Re: [PATCH 2/4] xfs: force writes to delalloc regions to unwritten

From: Dave Chinner <david@fromorbit.com>
To: Brian Foster <bfoster@redhat.com>
Cc: "Darrick J. Wong" <darrick.wong@oracle.com>, linux-xfs@vger.kernel.org
Subject: Re: [PATCH 2/4] xfs: force writes to delalloc regions to unwritten
Date: Thu, 21 Mar 2019 08:10:19 +1100	[thread overview]
Message-ID: <20190320211019.GS23020@dastard> (raw)
In-Reply-To: <20190320120204.GA28268@bfoster>

On Wed, Mar 20, 2019 at 08:02:05AM -0400, Brian Foster wrote:
> On Wed, Mar 20, 2019 at 07:25:37AM +1100, Dave Chinner wrote:
> > > > The broader point is that by controlling writeback ordering, we can
> > > > explicitly demonstrate stale data exposure. If fixed properly, we should
> > > > never expect stale data exposure even in the event of out of order
> > > > writeback completion, regardless of the cause.
> > > 
> > > Agree.  Even if s_f_r is a giant trash fire, if we're exposing stale
> > > disk contents it's game over anyway and we ought to fix it.
> > 
> > Well, that's exactly the problem with SFR, isn't it? The dirty data
> > is outside the range the user asks to sync and the implementation
> > doesn't go anywhere near the filesystem so we can't actually do the
> > right thing here. So we are left to either hack fixes around a
> > shitty, broken interface and everyone pays the penalty, or we ignore
> > it.
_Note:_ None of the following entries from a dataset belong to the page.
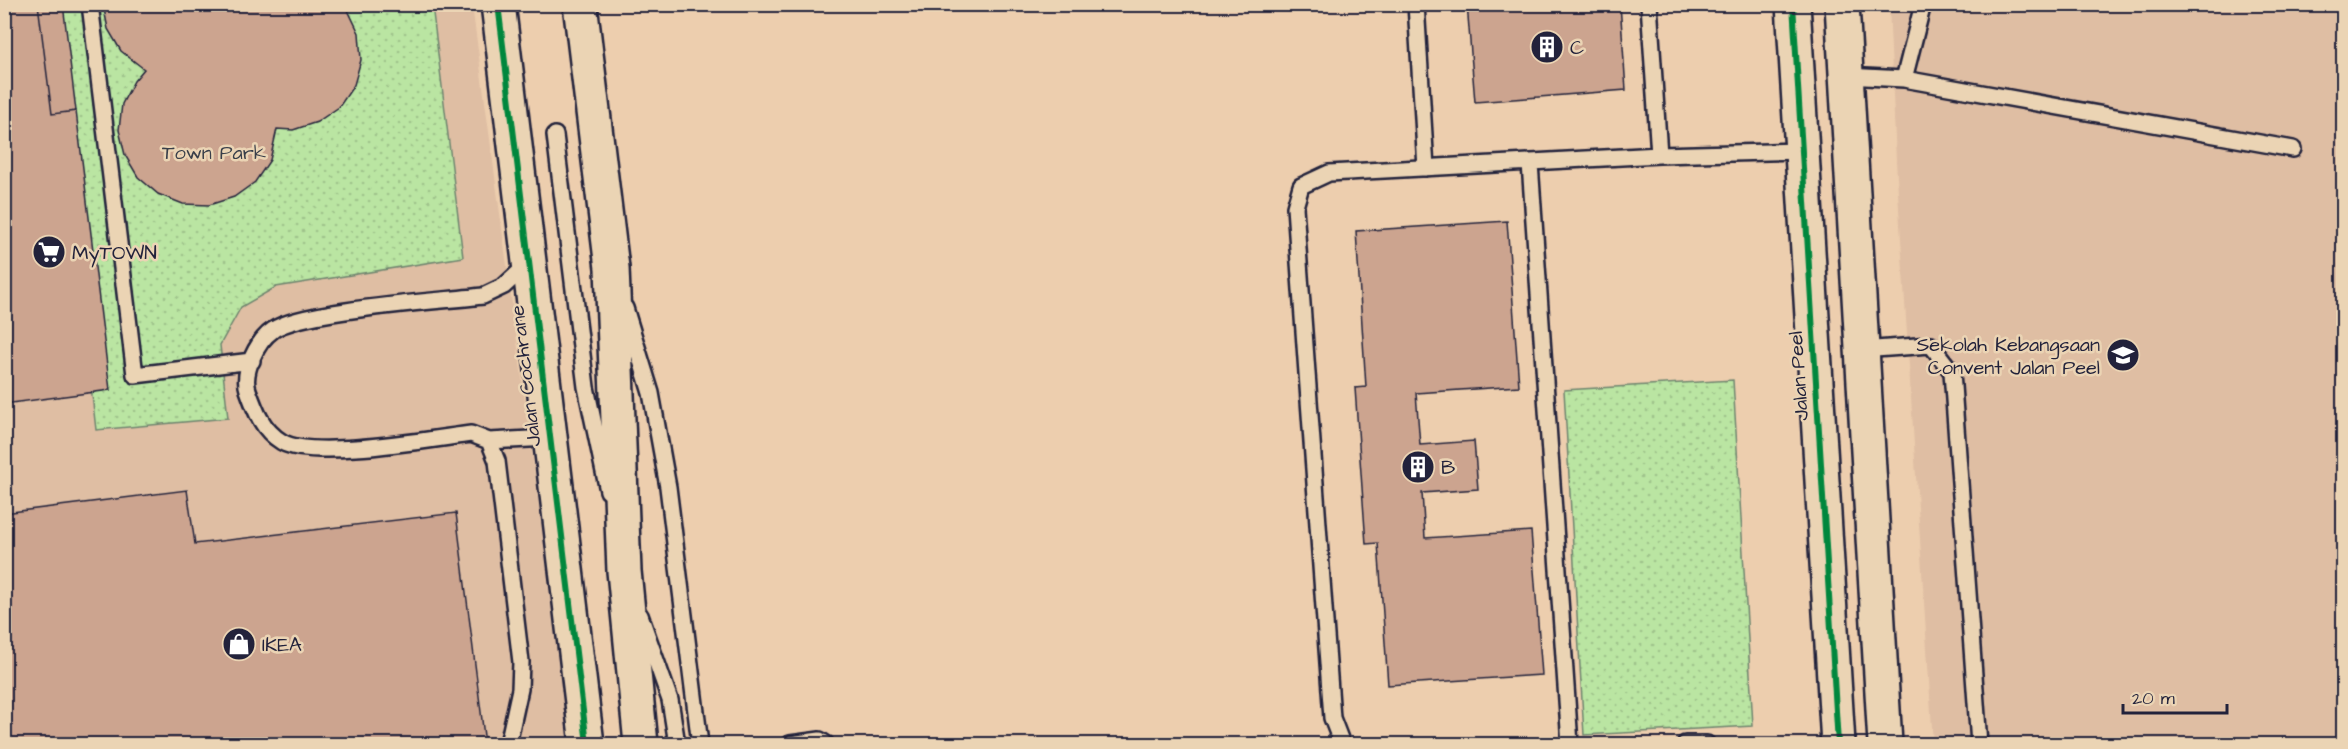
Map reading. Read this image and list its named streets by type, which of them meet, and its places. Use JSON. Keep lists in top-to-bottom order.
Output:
{
  "streets": {
    "street": ["Jalan Cochrane", "Jalan Peel"]
  },
  "parks": ["Town Park"],
  "places": {
    "building": ["C", "B"],
    "supermarket": ["MyTOWN"],
    "school or university": ["Sekolah Kebangsaan Convent Jalan Peel"],
    "shop": ["IKEA"]
  },
  "scale_bar": "20 m"
}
We've simply ignored it for the past 10+ years because it really
> > can't be used safely for it's intended purposes (as everyone who
> > tries to use it finds out eventually)...
> > 
> 
> Just to make this abundantly clear, there is nothing unique, magic or
> special required of sync_file_range() to reproduce this stale data
> exposure. See the following variation of a command sequence from the
> fstest I posted the other day:
> 
> ...
> # xfs_io -fc "pwrite 0 68k" -c fsync -c "pwrite 96k 4k" \
> 	-c "fpunch 96k 4k" <file>
> ...
> # hexdump <file>
> 0000000 cdcd cdcd cdcd cdcd cdcd cdcd cdcd cdcd
> *
> 0011000 abab abab abab abab abab abab abab abab
> *
> 0018000 0000 0000 0000 0000 0000 0000 0000 0000
> *
> 0019000
> 
> Same problem, and it can be reproduced just as easily with a reflink or
> even an overlapping direct I/O.

How does overlapping direct IO cause stale data exposure given that
it uses unwritten extent allocation? That, of course, is ignoring
the fact that the result of overlapping concurent direct IO is, by
definition, undefined and an application bug if it occurs....
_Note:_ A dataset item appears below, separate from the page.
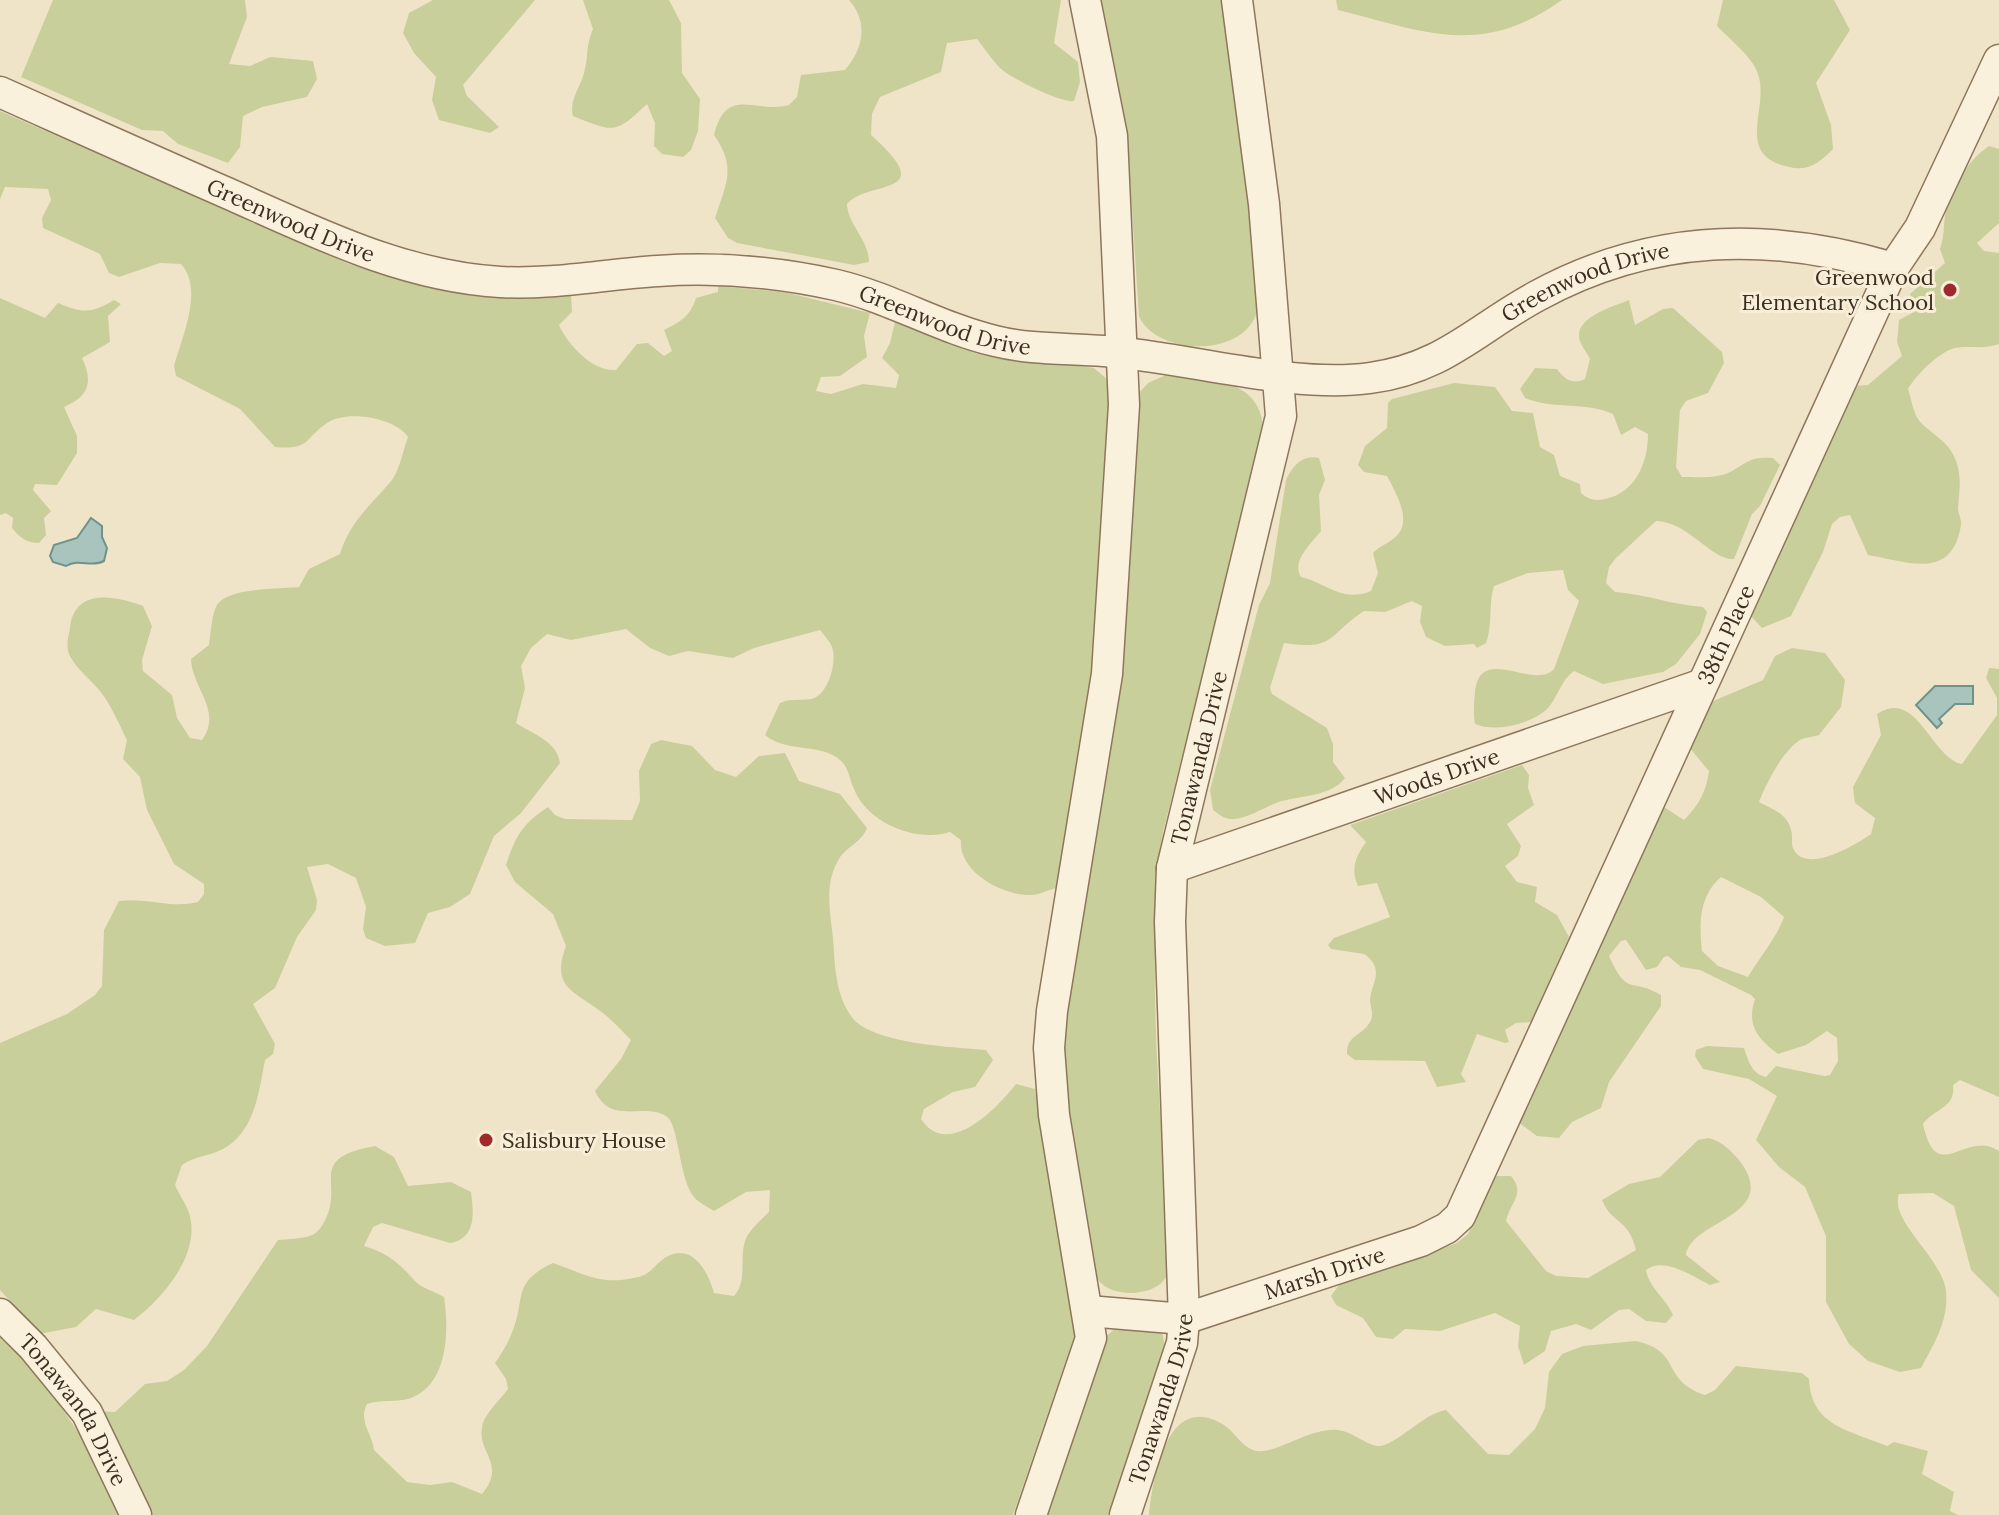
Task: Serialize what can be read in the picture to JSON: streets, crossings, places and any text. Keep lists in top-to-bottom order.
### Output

> I haven't confirmed, but I suspect with
> enough effort background writeback is susceptible to this problem as
> well.

Well, the similarity here is with the NULL files problems and using
XFS_ITRUNCATE case to avoid NULL files after truncating them down.
i.e.  if that flag is set, we do extra flushing where appropriate to
ensure ithe data at risk of being lost hits the disk before the loss
mechanism can be triggered.

i.e. this is the mirror equivalent of XFS_ITRUNCATE - it is the
truncate-up flushing case in that we need to wait for the zeroing to
hit the disk before we change the file size.
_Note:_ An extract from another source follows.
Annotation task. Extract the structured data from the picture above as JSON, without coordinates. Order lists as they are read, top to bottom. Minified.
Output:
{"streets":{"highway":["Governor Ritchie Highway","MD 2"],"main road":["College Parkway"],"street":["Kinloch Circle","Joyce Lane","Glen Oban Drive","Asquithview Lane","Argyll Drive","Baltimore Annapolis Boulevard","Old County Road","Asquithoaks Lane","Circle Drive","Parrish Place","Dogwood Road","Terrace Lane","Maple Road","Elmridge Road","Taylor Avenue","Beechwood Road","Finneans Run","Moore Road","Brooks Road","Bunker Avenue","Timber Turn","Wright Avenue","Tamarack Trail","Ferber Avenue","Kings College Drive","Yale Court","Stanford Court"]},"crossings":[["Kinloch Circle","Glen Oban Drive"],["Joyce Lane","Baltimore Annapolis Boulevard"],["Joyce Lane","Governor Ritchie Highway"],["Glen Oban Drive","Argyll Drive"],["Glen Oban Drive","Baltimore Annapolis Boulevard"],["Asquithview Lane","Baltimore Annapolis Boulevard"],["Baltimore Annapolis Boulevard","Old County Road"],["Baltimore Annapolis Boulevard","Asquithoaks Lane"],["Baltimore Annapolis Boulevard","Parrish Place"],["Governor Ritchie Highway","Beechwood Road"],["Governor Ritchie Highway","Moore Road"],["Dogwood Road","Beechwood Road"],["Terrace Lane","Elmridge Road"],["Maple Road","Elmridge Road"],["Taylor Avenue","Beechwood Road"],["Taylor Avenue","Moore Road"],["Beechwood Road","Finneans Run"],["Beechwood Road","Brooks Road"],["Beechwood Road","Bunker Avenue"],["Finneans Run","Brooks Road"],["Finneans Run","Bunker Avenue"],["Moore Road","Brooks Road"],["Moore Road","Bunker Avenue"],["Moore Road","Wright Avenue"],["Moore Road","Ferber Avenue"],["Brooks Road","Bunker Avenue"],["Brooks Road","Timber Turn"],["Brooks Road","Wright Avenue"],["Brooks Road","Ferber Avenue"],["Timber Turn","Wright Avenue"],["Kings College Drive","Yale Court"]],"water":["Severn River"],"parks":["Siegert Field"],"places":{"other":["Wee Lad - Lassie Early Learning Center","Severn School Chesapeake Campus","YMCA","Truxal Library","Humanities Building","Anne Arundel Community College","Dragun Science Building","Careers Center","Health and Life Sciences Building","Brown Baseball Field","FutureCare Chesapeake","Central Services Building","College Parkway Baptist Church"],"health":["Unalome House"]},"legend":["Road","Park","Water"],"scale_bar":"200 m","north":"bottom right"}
Eseentially, what this says to me is we need to track when we
extended the file via a write beyond EOF via an inode flag. Then if we need to
flush a data range from the file for integrity reasons (such as a
fpnuch) and this flag is set, we ignore the "start" parameter of the
range and flush from the start of the file instead. i.e. we
guarantee that any dirty zeroed pages between the start of the file
and the end of the range we are operating on gets written back. This
will capture all these "didn't flush regions zeroed on file
extension" problems in one go, without needing to change the way we
do allocation or EOF zeroing.

I suspect we could just use the XFS_ITRUNCATE flag for this - set it
in the EOF zeroing code, check it in xfs_flush_unmap_range() and
other places that do range based flushing....

Cheers,

Dave.
-- 
Dave Chinner
david@fromorbit.com